| DIRECTIONS |
Word for word, restate the entries below from their first line through the line that contains "position:absolute; translate:-50% -50%;".

| STUDY MATERIAL |
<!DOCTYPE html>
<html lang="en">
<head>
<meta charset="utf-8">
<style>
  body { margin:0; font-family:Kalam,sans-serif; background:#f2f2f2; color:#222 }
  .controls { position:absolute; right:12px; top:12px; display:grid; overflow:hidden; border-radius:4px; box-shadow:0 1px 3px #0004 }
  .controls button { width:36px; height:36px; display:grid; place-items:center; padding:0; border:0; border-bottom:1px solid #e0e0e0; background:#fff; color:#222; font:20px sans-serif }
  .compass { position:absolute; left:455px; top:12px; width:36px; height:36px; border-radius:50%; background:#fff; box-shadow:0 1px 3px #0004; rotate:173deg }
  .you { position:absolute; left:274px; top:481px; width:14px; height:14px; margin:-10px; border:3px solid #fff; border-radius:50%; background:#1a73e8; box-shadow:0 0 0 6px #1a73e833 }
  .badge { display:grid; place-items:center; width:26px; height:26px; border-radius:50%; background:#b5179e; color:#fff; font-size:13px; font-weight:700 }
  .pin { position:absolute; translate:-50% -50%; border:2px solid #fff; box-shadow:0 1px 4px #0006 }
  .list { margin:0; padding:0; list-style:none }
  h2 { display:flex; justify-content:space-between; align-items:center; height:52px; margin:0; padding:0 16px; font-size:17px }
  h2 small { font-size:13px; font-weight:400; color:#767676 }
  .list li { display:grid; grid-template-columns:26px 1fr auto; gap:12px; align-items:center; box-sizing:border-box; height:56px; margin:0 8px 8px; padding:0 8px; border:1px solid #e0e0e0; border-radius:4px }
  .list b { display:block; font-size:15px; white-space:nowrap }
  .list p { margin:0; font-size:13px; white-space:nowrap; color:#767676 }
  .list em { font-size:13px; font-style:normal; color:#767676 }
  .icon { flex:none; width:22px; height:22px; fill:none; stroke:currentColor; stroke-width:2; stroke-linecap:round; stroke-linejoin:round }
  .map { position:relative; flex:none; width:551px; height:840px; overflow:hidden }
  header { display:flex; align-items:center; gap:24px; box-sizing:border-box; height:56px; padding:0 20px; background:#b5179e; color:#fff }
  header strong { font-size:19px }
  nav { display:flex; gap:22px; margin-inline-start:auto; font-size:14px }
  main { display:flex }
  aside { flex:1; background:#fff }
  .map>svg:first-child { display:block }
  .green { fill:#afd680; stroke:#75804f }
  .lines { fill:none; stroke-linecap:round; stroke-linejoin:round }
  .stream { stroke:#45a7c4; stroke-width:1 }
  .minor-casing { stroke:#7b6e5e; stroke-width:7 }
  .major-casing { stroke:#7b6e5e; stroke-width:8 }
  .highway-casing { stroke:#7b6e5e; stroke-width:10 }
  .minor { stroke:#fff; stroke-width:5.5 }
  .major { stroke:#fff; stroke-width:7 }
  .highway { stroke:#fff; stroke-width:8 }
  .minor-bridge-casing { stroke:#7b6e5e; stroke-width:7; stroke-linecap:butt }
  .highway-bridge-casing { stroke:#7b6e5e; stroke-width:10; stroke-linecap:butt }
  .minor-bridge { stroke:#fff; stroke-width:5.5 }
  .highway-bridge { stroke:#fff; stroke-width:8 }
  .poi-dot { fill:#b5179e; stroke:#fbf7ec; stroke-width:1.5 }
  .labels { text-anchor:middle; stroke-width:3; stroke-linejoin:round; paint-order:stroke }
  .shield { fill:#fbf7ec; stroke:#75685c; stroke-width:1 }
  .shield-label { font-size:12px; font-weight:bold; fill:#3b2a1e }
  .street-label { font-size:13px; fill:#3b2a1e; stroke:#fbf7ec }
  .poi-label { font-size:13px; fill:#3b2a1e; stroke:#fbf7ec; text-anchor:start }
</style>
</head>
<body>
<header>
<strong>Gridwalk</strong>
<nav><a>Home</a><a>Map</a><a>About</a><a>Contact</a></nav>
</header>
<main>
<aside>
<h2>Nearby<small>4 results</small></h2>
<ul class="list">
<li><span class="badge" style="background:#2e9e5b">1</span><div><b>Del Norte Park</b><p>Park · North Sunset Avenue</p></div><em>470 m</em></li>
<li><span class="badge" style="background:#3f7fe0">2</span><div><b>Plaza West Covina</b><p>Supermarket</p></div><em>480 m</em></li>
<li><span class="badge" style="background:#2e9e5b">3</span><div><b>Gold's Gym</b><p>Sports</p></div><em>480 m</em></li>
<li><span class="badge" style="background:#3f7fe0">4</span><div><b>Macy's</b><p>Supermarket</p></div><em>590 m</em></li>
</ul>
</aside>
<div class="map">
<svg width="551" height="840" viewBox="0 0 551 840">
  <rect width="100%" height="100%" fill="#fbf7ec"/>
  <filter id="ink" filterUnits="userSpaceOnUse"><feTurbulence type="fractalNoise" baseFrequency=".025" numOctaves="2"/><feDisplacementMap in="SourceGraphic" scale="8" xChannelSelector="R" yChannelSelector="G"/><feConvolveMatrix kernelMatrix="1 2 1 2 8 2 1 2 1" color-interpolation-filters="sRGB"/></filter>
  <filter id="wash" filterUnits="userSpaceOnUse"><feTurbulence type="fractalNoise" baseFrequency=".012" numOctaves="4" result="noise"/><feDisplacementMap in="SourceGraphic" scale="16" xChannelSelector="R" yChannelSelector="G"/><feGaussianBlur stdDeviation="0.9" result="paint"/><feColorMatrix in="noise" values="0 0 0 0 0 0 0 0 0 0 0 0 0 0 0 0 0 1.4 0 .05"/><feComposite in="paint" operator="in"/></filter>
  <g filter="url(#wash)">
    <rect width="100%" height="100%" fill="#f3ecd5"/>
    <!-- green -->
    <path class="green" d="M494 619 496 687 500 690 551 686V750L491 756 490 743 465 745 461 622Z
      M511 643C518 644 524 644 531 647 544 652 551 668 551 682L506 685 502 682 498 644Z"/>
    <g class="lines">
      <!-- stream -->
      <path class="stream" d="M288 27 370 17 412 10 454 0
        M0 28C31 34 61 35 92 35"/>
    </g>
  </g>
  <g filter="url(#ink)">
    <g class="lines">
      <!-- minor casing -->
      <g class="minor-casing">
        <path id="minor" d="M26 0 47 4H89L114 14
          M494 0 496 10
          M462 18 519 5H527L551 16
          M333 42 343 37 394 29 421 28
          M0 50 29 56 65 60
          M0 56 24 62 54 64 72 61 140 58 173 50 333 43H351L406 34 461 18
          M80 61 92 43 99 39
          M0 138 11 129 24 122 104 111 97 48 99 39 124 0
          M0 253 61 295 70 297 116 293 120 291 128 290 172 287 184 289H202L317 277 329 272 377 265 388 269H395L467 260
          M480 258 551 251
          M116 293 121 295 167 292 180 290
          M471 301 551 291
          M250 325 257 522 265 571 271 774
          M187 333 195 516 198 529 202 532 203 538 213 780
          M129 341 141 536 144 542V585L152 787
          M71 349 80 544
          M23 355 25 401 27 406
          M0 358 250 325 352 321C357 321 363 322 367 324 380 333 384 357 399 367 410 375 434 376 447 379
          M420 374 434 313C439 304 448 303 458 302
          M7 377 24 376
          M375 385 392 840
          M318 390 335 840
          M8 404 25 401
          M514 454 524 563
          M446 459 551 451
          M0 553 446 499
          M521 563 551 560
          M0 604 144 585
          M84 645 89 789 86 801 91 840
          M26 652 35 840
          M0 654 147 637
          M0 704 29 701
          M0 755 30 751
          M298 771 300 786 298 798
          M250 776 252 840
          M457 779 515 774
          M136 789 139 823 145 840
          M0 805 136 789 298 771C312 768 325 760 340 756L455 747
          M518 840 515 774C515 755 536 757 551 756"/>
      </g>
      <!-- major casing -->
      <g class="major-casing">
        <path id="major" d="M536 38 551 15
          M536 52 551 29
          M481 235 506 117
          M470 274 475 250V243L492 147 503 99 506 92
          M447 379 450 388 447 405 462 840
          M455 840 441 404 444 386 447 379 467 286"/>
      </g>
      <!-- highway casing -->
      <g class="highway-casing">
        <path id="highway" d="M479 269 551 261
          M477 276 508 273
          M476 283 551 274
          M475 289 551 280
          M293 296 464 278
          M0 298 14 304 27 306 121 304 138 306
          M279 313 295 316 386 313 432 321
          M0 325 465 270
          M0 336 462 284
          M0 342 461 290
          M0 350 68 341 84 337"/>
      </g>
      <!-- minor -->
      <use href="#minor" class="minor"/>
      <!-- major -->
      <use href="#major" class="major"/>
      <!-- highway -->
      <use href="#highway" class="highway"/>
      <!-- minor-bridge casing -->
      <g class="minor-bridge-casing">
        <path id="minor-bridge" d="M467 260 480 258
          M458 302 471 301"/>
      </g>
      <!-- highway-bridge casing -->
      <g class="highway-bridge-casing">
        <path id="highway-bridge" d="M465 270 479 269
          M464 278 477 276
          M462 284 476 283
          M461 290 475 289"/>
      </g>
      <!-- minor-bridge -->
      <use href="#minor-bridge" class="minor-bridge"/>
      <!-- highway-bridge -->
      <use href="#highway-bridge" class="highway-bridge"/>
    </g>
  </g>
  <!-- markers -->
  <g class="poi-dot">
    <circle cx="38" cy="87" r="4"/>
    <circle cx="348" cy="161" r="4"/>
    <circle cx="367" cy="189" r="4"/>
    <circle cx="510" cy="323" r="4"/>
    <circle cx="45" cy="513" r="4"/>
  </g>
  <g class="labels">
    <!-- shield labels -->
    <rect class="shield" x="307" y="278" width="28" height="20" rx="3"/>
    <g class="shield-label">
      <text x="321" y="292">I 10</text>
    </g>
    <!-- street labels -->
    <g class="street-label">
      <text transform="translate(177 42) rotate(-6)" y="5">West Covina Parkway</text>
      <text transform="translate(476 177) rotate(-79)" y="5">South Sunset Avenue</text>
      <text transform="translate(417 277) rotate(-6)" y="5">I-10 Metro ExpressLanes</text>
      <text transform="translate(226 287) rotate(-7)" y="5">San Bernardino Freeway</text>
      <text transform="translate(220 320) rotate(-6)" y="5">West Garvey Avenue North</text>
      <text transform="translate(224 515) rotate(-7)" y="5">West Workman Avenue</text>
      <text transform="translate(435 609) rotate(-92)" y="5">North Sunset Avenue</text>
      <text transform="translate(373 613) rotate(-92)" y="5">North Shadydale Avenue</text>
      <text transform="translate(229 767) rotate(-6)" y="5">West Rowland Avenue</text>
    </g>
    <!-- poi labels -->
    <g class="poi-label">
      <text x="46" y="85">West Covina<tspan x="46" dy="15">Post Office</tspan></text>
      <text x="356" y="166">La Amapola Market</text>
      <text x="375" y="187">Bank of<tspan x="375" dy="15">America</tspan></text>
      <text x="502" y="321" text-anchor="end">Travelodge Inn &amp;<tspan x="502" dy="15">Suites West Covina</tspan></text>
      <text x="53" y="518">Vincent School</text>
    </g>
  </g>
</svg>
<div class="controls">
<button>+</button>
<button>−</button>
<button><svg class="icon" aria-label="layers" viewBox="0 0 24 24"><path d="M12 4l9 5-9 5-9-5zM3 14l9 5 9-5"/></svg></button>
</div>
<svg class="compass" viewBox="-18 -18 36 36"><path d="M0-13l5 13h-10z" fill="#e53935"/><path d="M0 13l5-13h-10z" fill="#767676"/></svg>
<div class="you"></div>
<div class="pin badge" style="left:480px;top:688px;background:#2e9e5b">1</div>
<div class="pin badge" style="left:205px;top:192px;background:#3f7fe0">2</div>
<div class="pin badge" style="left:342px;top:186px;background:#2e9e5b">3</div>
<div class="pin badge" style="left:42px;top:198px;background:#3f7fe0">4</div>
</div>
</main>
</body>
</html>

| FINISHED EXERCISE |
<!DOCTYPE html>
<html lang="en">
<head>
<meta charset="utf-8">
<style>
  body { margin:0; font-family:Kalam,sans-serif; background:#f2f2f2; color:#222 }
  .controls { position:absolute; right:12px; top:12px; display:grid; overflow:hidden; border-radius:4px; box-shadow:0 1px 3px #0004 }
  .controls button { width:36px; height:36px; display:grid; place-items:center; padding:0; border:0; border-bottom:1px solid #e0e0e0; background:#fff; color:#222; font:20px sans-serif }
  .compass { position:absolute; left:455px; top:12px; width:36px; height:36px; border-radius:50%; background:#fff; box-shadow:0 1px 3px #0004; rotate:173deg }
  .you { position:absolute; left:274px; top:481px; width:14px; height:14px; margin:-10px; border:3px solid #fff; border-radius:50%; background:#1a73e8; box-shadow:0 0 0 6px #1a73e833 }
  .badge { display:grid; place-items:center; width:26px; height:26px; border-radius:50%; background:#b5179e; color:#fff; font-size:13px; font-weight:700 }
  .pin { position:absolute; translate:-50% -50%; border:2px solid #fff; box-shadow:0 1px 4px #0006 }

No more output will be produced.